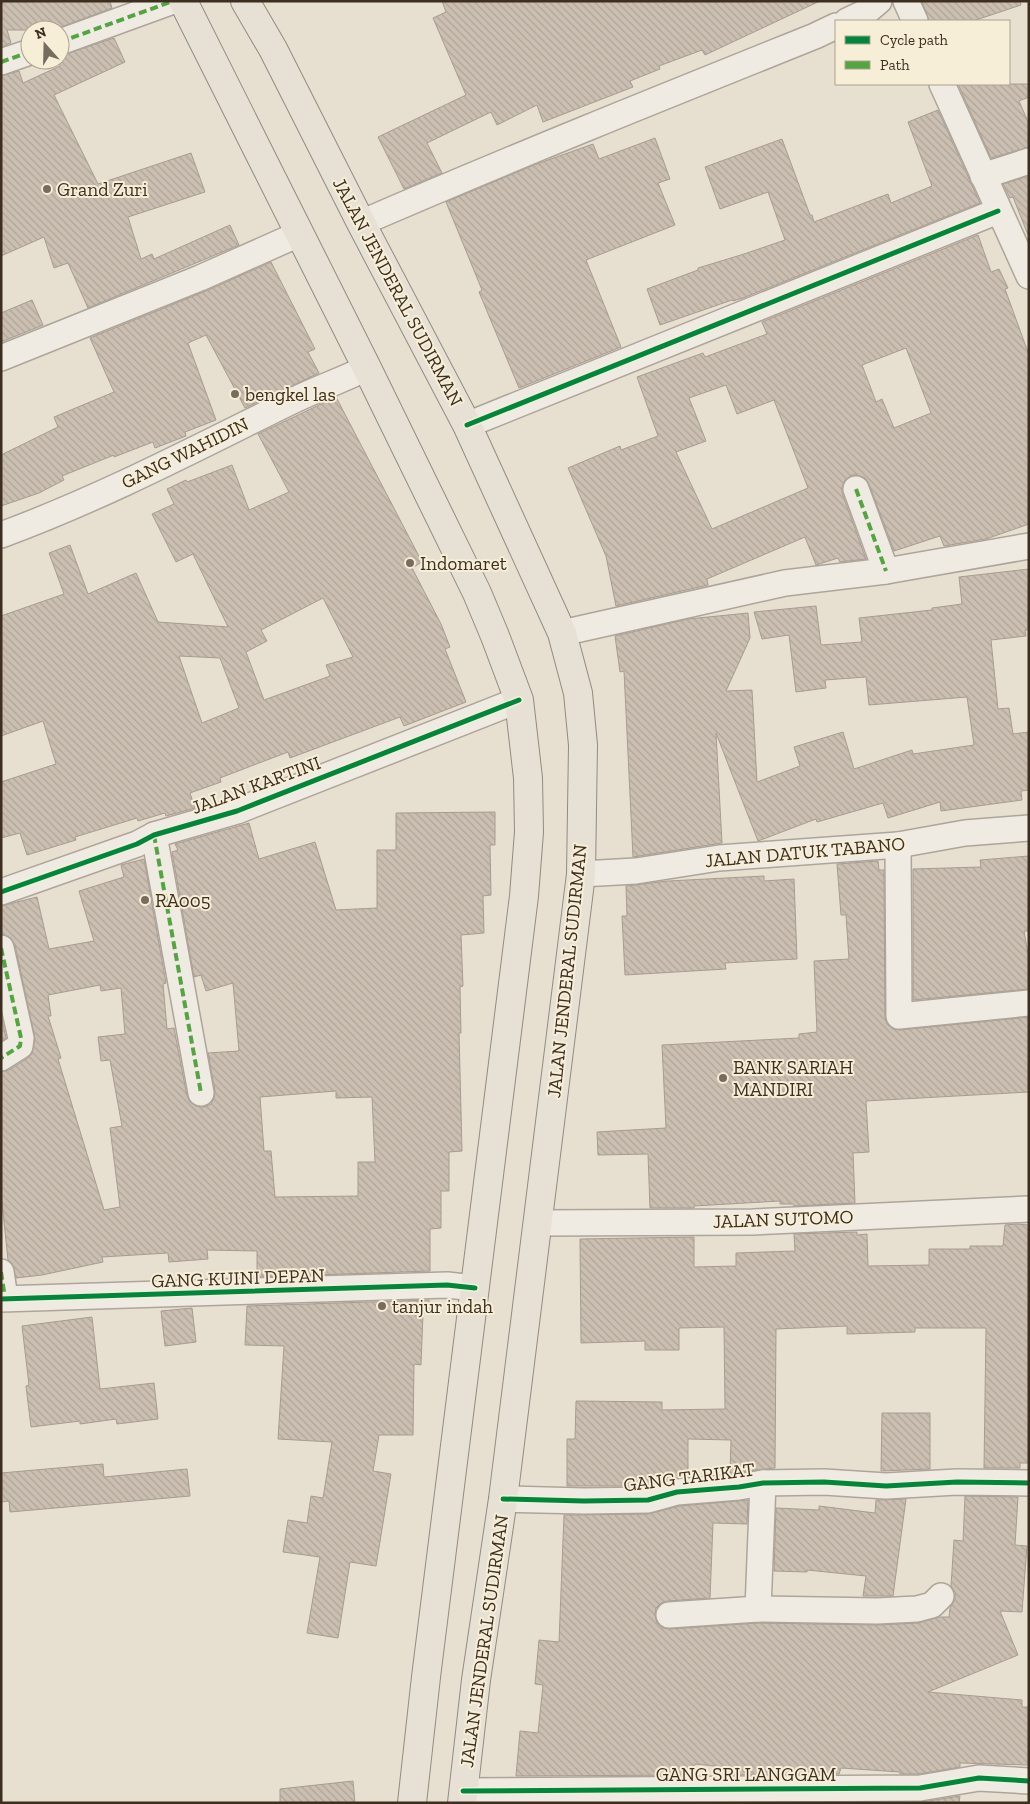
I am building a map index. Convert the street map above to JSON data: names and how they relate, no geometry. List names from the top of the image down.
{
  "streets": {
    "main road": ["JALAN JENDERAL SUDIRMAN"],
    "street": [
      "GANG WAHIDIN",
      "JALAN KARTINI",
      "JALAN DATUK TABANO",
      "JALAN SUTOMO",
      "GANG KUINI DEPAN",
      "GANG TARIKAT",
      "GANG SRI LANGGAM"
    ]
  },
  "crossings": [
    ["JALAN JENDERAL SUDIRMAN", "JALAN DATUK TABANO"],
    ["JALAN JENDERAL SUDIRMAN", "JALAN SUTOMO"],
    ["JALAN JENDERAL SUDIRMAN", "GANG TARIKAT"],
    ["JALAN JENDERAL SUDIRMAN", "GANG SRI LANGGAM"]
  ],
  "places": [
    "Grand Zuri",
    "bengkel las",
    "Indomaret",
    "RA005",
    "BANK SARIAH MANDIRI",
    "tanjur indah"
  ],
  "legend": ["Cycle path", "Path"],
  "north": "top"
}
*****
> _What the exercise asks_
Quote all the lines above exactly as given. Do not include the pictures.

> _Output for this task_
I am building a map index. Convert the street map above to JSON data: names and how they relate, no geometry. List names from the top of the image down.
{
  "streets": {
    "main road": ["JALAN JENDERAL SUDIRMAN"],
    "street": [
      "GANG WAHIDIN",
      "JALAN KARTINI",
      "JALAN DATUK TABANO",
      "JALAN SUTOMO",
      "GANG KUINI DEPAN",
      "GANG TARIKAT",
      "GANG SRI LANGGAM"
    ]
  },
  "crossings": [
    ["JALAN JENDERAL SUDIRMAN", "JALAN DATUK TABANO"],
    ["JALAN JENDERAL SUDIRMAN", "JALAN SUTOMO"],
    ["JALAN JENDERAL SUDIRMAN", "GANG TARIKAT"],
    ["JALAN JENDERAL SUDIRMAN", "GANG SRI LANGGAM"]
  ],
  "places": [
    "Grand Zuri",
    "bengkel las",
    "Indomaret",
    "RA005",
    "BANK SARIAH MANDIRI",
    "tanjur indah"
  ],
  "legend": ["Cycle path", "Path"],
  "north": "top"
}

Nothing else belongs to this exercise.